:: EXERCISE GOAL ::
Whichever lines of the entries hold the word "column" should be identified and copied.

[Opening DATA SHOWN section]

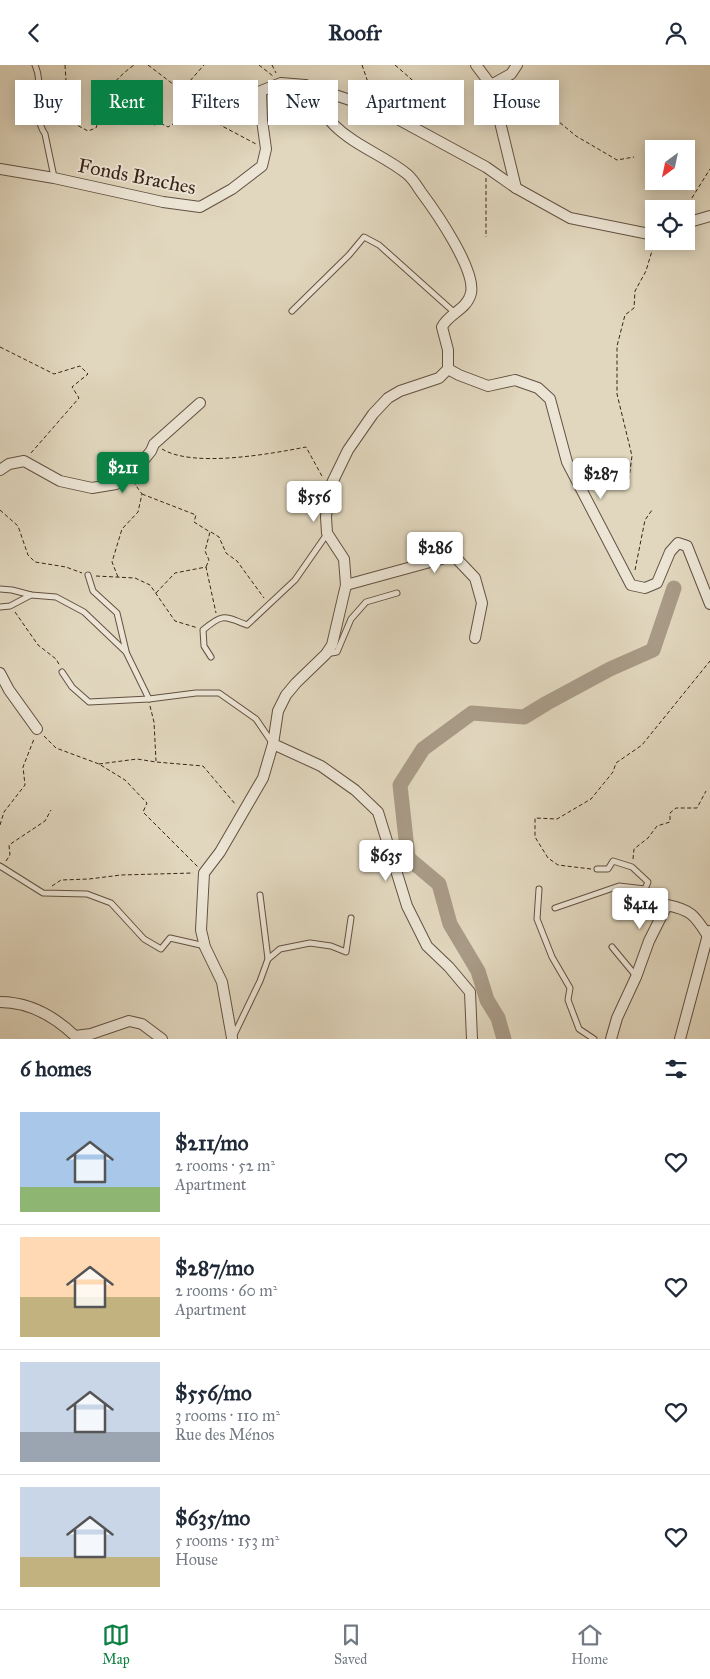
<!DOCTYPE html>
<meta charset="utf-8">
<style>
:root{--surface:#fff;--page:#f2f2f3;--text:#1f2937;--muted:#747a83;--line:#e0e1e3;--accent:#0b8043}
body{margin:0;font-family:"IM FELL Great Primer",serif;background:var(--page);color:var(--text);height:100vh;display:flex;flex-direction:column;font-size:19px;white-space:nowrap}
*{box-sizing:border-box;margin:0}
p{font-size:16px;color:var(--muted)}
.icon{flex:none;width:28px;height:28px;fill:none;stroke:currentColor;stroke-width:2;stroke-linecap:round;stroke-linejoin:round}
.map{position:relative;height:974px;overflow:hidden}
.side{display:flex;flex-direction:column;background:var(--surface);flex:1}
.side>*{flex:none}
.top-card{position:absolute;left:15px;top:15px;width:680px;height:45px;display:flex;gap:10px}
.needle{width:32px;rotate:213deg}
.buttons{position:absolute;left:645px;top:75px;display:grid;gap:10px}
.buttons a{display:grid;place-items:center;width:50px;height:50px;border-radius:0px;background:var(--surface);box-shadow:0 2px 12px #0003;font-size:25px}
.price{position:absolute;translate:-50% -42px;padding:0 11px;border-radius:5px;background:#fff;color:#222;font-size:16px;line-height:32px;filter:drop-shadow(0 1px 2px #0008)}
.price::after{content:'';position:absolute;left:50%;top:30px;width:15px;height:11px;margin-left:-8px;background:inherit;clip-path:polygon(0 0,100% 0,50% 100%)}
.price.on{background:var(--accent);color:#fff}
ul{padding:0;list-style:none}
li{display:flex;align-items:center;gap:15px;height:125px;padding:0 20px}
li+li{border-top:1px solid var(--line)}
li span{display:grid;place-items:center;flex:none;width:140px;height:100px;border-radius:0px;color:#555}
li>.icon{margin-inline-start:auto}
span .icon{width:60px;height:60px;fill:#fffc;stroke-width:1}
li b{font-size:21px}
h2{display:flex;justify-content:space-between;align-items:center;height:60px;padding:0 20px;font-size:21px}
.tag{padding:0 18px;border-radius:0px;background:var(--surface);box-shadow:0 2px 12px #0003;font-size:18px;line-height:45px}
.tag.on{background:var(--accent);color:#fff}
header{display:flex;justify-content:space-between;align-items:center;height:65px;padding:0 20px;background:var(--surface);font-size:22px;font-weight:700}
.tab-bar{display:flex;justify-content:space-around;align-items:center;height:70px;border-top:1px solid var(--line);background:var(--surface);font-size:14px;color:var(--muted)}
.tab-bar a{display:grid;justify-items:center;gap:2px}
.tab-bar .on{color:var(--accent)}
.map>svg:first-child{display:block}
</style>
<header><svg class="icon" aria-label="back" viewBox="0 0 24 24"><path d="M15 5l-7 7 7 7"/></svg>Roofr<svg class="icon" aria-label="person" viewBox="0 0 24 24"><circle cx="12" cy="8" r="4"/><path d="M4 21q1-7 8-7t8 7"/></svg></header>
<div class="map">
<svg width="710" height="974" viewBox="0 0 710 974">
<rect width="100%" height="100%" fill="#e1d7be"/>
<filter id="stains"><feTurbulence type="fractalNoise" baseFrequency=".004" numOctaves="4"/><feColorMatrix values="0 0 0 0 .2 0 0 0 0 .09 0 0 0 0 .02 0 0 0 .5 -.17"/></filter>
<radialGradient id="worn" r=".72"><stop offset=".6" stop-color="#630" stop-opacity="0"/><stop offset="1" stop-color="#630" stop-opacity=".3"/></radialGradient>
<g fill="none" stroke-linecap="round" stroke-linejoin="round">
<polyline stroke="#a89a86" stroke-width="15" points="504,974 498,953 487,935 478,906 450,859 439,819 408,793 400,720 423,684 472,648 524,652 547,638 610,604 653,585 674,523"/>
<g stroke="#635142" stroke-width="7">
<g id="lane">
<path d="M35 0C45 21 31 49 45 69L54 112"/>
<polyline points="292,246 349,190 364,172 379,180 455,248"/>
<polyline points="88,510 93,526 117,548 126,586"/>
<polyline points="0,524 12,525 31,530 56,532 84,547 126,587 149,634"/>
<polyline points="0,542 10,541 31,530"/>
<polyline points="326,589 337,587 351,554 366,537 397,528"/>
<path d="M211 592 204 581 203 565C223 548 224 551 247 560L295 515 327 469"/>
<polyline points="62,607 72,622 89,637 149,634 196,628 219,628 256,654 273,679"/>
<polyline points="0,801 43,828 87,829 111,838 144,874 161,884 170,873 205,881"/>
<polyline points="597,804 608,804 613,796 632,802 648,817 645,824"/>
<polyline points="539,824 537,854 552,892 570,923 568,935 579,964 594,974"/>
<polyline points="260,830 268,894"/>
<polyline points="555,843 619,821 645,824 667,840"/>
<polyline points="612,882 636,911"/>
<polyline points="234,970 260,916 268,894 280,884 310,878 331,881 346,887 351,853"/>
</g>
</g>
<g stroke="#635142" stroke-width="12">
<g id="street">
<polyline points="476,0 491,20 516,123"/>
<polyline points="491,20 511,9 517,0"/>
<polyline points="0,104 54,113 163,137 200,142 232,124 262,101 266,84 262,55 261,26 281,18 305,20 383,46 486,102 516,123 570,153 654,170"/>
<polyline points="686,158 710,151"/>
<polyline points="448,304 459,310 488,321 515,315 538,323 550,334 567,397 631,520 645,523 657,518 670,487 678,478 687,481 710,539"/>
<polyline points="0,405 9,399 24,396 60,416 92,423 116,419 134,407 151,386 154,379 200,338"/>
<polyline points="346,520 452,491 455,492 475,513 482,538 475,573"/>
<polyline points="0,608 9,625 37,664"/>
<polyline points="273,679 321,701 355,725 378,747 407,841 427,881 449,902 470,927 472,974"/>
<path d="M0 937C30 937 54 951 75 971L91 969 129 956 142 959 162 974"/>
<path d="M232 973 222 917 205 882 201 865 204 808 220 787 263 713 273 679 278 646 286 630 296 618 326 589 332 580 346 520 344 494 327 468 326 452 329 424 348 385 373 349 388 333 400 326 439 313 448 304V285L442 262C449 248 467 245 471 228 476 205 436 147 421 127 417 121 413 114 407 109 385 91 355 81 334 60 324 50 314 32 305 20"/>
<path d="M611 974 617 953 636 912 649 876 667 840C692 845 695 851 708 871"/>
<polyline points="680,974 709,866"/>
</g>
</g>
<g stroke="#392419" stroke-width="1" stroke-dasharray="4 2.5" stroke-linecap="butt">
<path d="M65 0 68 47 73 58 88 66 96 63C99 55 99 47 102 40 108 22 119 11 134 0"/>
<polyline points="148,0 186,29 222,61 256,79"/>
<polyline points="259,0 273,11"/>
<polyline points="272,0 276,8"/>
<polyline points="362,0 373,32"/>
<polyline points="395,0 418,20"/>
<polyline points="518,17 546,46 576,71 617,95 634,92"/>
<polyline points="187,28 189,17 204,0"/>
<path d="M154 60C160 58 163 59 168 62L173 59H178L193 48 205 47"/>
<polyline points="486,113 486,172"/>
<polyline points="685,144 710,104"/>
<polyline points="0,282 54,309 80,301 88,309 72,322 79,333 31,388"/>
<path d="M162 384C193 403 270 389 306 382L323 413"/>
<polyline points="628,421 632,391 617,329 617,281 625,250 634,243 635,226 646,206 654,179"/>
<polyline points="142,429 196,450 194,457 210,467 205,486 209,495 206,502"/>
<polyline points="0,445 18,461 28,490 35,497 66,502 82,508"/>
<polyline points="211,467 219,472 226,488 237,496 264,533"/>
<polyline points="635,505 645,455 652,445"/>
<polyline points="96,511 135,513 150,520 175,556 198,563"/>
<polyline points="118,512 112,497 122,464 138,447 142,429 134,418"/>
<polyline points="156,528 175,508 206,502 216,548"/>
<polyline points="15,547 38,580 56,594 60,601"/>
<polyline points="150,641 154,657 156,696"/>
<polyline points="44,671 56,683 99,699 125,715 147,738 143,747 198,802"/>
<polyline points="99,699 137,694 156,697 203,701 236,740"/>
<polyline points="0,760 4,747 25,720 23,702 34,674"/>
<polyline points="633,794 634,784 648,773 657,761 670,757 670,748 676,743 697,743 706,726"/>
<polyline points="6,796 10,790 9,780 45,756 51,745"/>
<polyline points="591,804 558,800 548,793 535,772 535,753 557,754 591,734 613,707 616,698 642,680 710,596"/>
<polyline points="52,821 61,815 89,814 121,810 193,808"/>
</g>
<use href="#lane" stroke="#ece5d5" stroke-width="5"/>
<use href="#street" stroke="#ece5d5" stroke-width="10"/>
</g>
<g text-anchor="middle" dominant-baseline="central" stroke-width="4" stroke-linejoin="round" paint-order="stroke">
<g font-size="20" fill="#392419" stroke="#ece5d5">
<text transform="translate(137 111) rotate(11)">Fonds Braches</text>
</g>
</g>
<rect width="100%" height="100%" filter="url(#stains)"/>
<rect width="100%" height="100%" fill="url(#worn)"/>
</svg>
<div class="buttons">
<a><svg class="needle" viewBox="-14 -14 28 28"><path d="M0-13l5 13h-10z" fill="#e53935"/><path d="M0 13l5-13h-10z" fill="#747a83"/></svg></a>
<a><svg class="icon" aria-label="locate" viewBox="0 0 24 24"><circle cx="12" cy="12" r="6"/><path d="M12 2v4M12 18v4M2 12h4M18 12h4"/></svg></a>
</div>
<b class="price on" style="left:123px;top:429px">$211</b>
<b class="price" style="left:601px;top:435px">$287</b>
<b class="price" style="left:314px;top:458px">$556</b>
<b class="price" style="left:435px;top:509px">$286</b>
<b class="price" style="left:386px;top:817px">$635</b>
<b class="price" style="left:640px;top:865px">$414</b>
<div class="top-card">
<a class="tag">Buy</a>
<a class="tag on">Rent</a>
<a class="tag">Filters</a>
<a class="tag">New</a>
<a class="tag">Apartment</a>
<a class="tag">House</a>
</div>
</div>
<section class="side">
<h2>6 homes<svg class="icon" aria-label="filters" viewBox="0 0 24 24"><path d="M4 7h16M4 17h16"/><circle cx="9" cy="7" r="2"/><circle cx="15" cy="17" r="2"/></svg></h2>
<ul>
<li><span style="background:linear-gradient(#a9c7e8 75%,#8fb573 0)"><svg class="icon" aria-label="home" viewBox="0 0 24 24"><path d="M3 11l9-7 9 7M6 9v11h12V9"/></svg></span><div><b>$211/mo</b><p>2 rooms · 52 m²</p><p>Apartment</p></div><svg class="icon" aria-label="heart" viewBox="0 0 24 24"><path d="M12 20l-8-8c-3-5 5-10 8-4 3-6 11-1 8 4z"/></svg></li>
<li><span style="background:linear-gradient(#ffd9b3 60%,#c2b280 0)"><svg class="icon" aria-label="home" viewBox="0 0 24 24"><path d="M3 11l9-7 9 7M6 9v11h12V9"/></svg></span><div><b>$287/mo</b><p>2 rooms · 60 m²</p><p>Apartment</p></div><svg class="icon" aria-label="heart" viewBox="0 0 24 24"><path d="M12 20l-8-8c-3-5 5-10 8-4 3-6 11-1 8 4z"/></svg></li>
<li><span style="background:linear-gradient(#c9d6e8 70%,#9aa5b1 0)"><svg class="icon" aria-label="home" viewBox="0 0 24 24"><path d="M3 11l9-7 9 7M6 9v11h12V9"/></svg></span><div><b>$556/mo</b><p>3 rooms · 110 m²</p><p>Rue des Ménos</p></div><svg class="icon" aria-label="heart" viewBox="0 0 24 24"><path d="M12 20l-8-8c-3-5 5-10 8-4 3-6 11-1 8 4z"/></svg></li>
<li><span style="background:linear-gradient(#c9d6e8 70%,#c2b280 0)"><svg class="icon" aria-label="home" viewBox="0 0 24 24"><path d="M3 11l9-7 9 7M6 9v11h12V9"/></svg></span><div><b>$635/mo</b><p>5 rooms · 153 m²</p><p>House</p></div><svg class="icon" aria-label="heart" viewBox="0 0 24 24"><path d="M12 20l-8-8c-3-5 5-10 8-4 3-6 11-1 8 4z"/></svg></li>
</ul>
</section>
<nav class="tab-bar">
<a class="on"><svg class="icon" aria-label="map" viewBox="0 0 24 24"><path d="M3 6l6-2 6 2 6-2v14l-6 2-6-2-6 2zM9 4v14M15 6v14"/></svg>Map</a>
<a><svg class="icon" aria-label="saved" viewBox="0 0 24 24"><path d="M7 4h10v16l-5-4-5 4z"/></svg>Saved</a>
<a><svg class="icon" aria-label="home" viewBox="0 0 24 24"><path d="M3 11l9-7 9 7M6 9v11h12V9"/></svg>Home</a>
</nav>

[Closing DATA SHOWN section]

:: ANSWER AREA ::
body{margin:0;font-family:"IM FELL Great Primer",serif;background:var(--page);color:var(--text);height:100vh;display:flex;flex-direction:column;font-size:19px;white-space:nowrap}
.side{display:flex;flex-direction:column;background:var(--surface);flex:1}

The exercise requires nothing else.